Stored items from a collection
◇ ◇ ◇

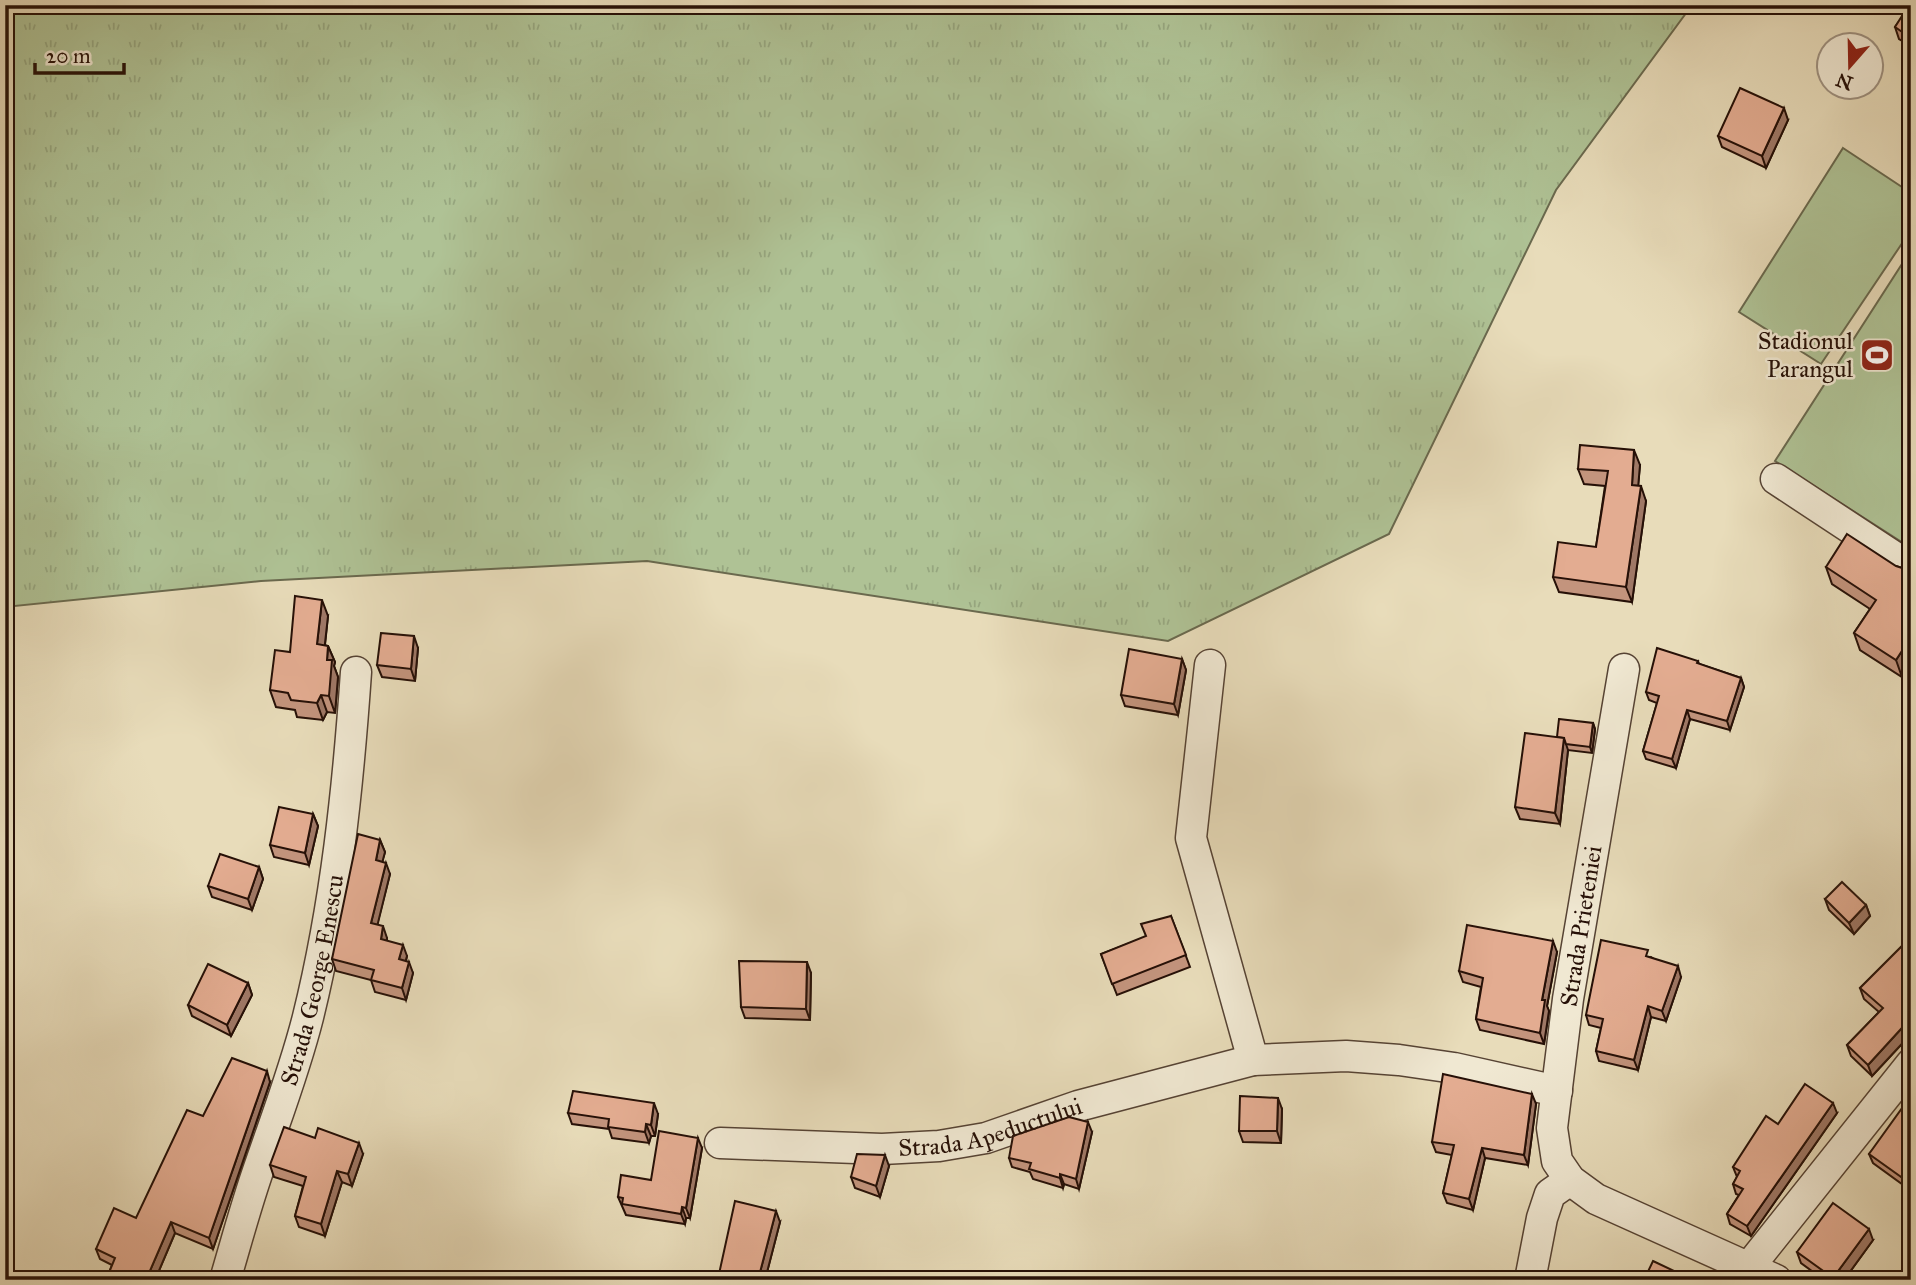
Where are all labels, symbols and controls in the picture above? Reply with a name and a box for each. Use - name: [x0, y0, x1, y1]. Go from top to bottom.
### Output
- scale bar: [35, 32, 124, 76]
- north arrow: [1814, 32, 1884, 102]
- text: 20 m: [46, 43, 91, 69]
- text: N: [1833, 68, 1856, 95]
- place label: Stadionul Parangul: [1758, 326, 1854, 384]
- sports icon: Stadionul Parangul: [1858, 336, 1896, 374]
- street label: Strada Prieteniei: [1553, 843, 1609, 1009]
- street label: Strada George Enescu: [274, 872, 350, 1090]
- street label: Strada Apeductului: [898, 1091, 1086, 1163]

◇ ◇ ◇

■ **WORK REQUIRED**
Without the pictures, give every line of the data again, exactly as written.

■ **SOLUTION**
Where are all labels, symbols and controls in the picture above? Reply with a name and a box for each. Use - name: [x0, y0, x1, y1]. Go from top to bottom.
### Output
- scale bar: [35, 32, 124, 76]
- north arrow: [1814, 32, 1884, 102]
- text: 20 m: [46, 43, 91, 69]
- text: N: [1833, 68, 1856, 95]
- place label: Stadionul Parangul: [1758, 326, 1854, 384]
- sports icon: Stadionul Parangul: [1858, 336, 1896, 374]
- street label: Strada Prieteniei: [1553, 843, 1609, 1009]
- street label: Strada George Enescu: [274, 872, 350, 1090]
- street label: Strada Apeductului: [898, 1091, 1086, 1163]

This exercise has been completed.